Yes, for sure. It has become even clearer during the pandemic that here in the U.S., we live in a society which is led by people who don't care for us or about us. [Read to the end of this Q&A for Majumdar's updated thoughts on this, in light of the past weekend's events.] Even the profit motive trumps everything. I think this has been apparent in the U.S. for some time: the corruption and injustice and denial of opportunity and aspiration that this book is about are so present in the U.S. as well. I hoped that by situating the book very specifically in India and giving it the heart and texture that I knew so well from India — that that specificity would open up ways for people in the U.S. to relate to the book to where they are — that the book would be an instrument for them to think with as they think about what they're seeing right now in relation to injustice and the rise of the right and hatred and illogic in their own communities.

The exploration of a right-wing faction, particularly: Depicting India in such a vibrant and multi-faceted way, did it feel ever at times like there was an element of instruction? For readers who don't know India like you do or who have, perhaps, been ignorant before going into this book. Was there an element of painting a portrait of the country in a way you knew would resonate particularly for those readers?

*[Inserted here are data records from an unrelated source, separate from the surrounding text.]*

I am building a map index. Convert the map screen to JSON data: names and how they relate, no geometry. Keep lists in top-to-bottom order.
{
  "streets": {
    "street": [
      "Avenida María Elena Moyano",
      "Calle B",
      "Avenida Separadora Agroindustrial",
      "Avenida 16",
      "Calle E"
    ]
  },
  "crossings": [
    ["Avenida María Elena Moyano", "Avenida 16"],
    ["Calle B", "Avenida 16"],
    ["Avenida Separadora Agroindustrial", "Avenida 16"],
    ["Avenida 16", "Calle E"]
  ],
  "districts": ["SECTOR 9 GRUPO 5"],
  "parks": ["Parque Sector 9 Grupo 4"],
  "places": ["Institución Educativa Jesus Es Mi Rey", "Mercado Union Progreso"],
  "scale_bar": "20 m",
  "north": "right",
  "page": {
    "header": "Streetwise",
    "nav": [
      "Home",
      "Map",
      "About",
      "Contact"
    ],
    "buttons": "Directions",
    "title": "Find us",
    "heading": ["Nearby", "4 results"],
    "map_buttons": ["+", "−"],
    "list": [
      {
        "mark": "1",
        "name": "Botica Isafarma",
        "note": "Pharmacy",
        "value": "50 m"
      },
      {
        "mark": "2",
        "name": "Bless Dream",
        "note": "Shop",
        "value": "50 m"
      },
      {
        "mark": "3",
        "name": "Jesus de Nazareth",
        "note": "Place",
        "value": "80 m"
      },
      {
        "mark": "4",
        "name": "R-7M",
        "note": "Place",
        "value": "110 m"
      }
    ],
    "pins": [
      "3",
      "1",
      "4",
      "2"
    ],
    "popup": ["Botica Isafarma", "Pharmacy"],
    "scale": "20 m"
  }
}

I wanted to write a book about people living in India that would feel rich and complex and absorbing and worth their time. I also wanted it to be about that somebody who doesn't really follow Indian politics, doesn't know much about India — that they could also pick up and read [it]. That was definitely a huge part of my work with this book. I think a book is in so many ways an act of invitation. You want to invite somebody in. All of these craft questions that you asked a bit ago are swirling around, that question of, "How do you best invite a person into this story?"

Totally.

So I worked hard on that. I wanted people to come to this book, anybody who wanted to improve their life, anybody who has had a big dream or a small dream, and anybody who has felt that they live at the intersection of various kinds of oppressions that they are denied certain opportunities. I wanted that kind of universal resonance to be present in the book. What I really hope is that the book is complex and rich enough for both groups of readers, people who are very familiar with India and people who are not familiar with India at all but want to read a book about what it is like to chase big dreams in a place of vast obstacles.

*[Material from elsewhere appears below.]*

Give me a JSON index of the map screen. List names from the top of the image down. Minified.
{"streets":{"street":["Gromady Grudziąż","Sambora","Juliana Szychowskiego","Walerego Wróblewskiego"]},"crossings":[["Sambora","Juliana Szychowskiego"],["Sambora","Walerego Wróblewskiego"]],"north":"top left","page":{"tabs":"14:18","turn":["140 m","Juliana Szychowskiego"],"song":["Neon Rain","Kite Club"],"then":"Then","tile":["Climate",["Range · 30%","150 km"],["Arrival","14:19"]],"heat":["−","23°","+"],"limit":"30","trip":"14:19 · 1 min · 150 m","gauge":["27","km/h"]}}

The portrait of India in this book is tough, in many ways, in the way that it parallels the U.S. particularly. But you find a lot of passion and hope in its youth.

Jivan does encapsulate in some ways the ambitions of India's youth. I hesitate to say something as grand as that because I definitely realize that this is one person with a specific arc that I made up. [Laughs] I'm sure that there are complexities and questions that this particular character doesn't address. If there is anything real and full of heart in her then that definitely draws on that reality.

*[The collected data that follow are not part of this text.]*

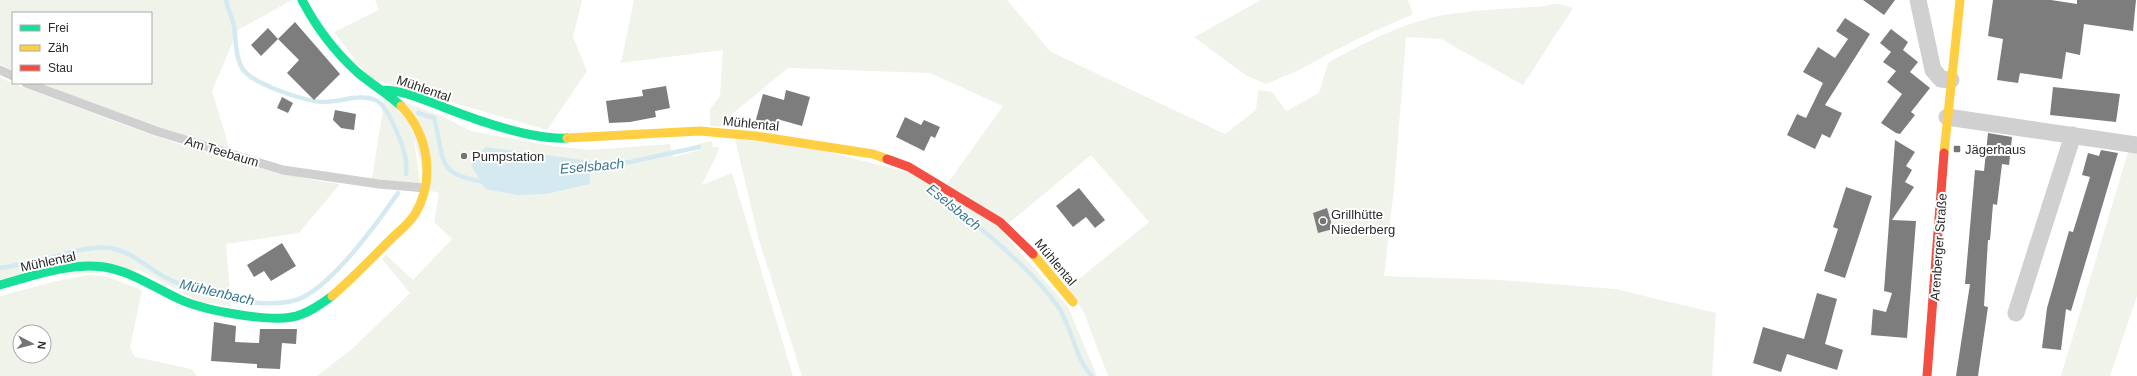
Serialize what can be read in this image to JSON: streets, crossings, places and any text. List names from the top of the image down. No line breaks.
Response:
{"streets":{"street":["Mühlental","Arenberger Straße"],"lane":["Am Teebaum"]},"crossings":[["Mühlental","Am Teebaum"]],"water":["Eselsbach","Mühlenbach"],"places":{"transit":["Jägerhaus"],"other":["Pumpstation","Grillhütte Niederberg"]},"legend":["Frei","Zäh","Stau"],"north":"right"}
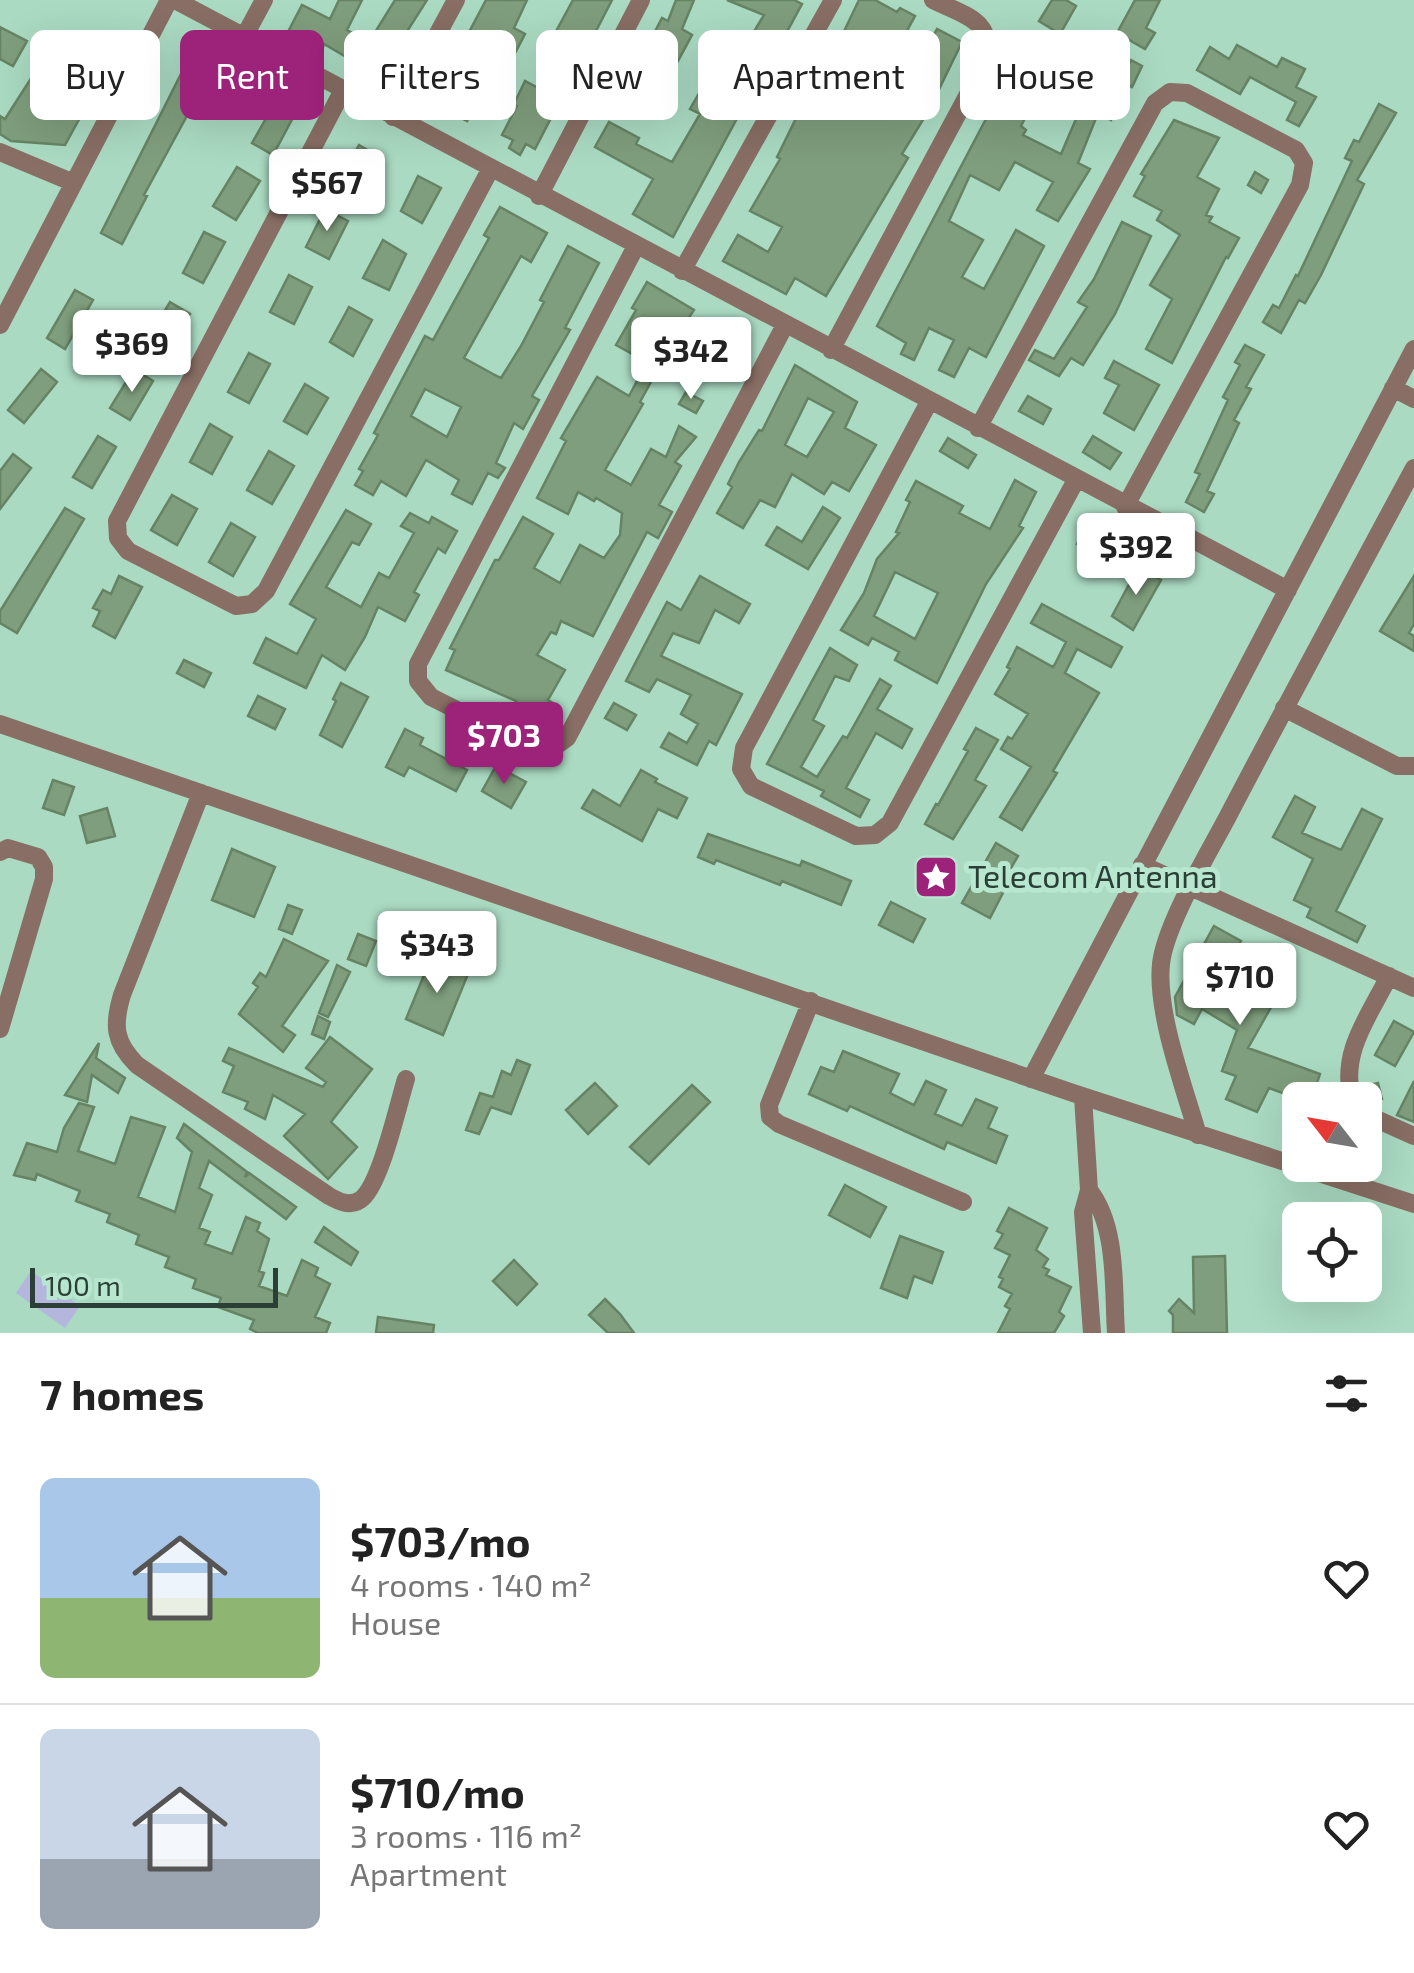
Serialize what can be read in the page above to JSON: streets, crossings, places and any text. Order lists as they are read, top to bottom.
{
  "places": {
    "place": ["Telecom Antenna"]
  },
  "scale_bar": "100 m",
  "north": "top left",
  "page": {
    "chip": [
      "Buy",
      "Rent",
      "Filters",
      "New",
      "Apartment",
      "House"
    ],
    "price": [
      "$567",
      "$369",
      "$342",
      "$392",
      "$703",
      "$343",
      "$710"
    ],
    "scale": "100 m",
    "heading": "7 homes",
    "list": [
      {
        "name": "$703/mo",
        "note": "4 rooms · 140 m² · House"
      },
      {
        "name": "$710/mo",
        "note": "3 rooms · 116 m² · Apartment"
      }
    ]
  }
}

I imagine it'll be an interesting conversation once the book comes out, too — how grand some of the takeaways are.

[Laughs] I do love that you began with these craft questions because one of the strange things about writing a novel that engages with politics is that I have to distinguish, sometimes, that it's a novel, I'm not a journalist. But I had a story to tell.

After this interview, Majumdar submitted the following to EW in light of the past weekend's events:

"I feel furious, outraged, heartbroken to see the state's violence against black people. I think watching the state-sanctioned violence, the state's oppressive systems laid bare, above all I recognize that there are lives at stake, and this is a moment in which to think about how we live meaningful lives and how we move forward when we're surrounded by oppressive systems. I recommend the work of authors like Wayétu Moore, Raven Leilani, and Jamel Brinkley."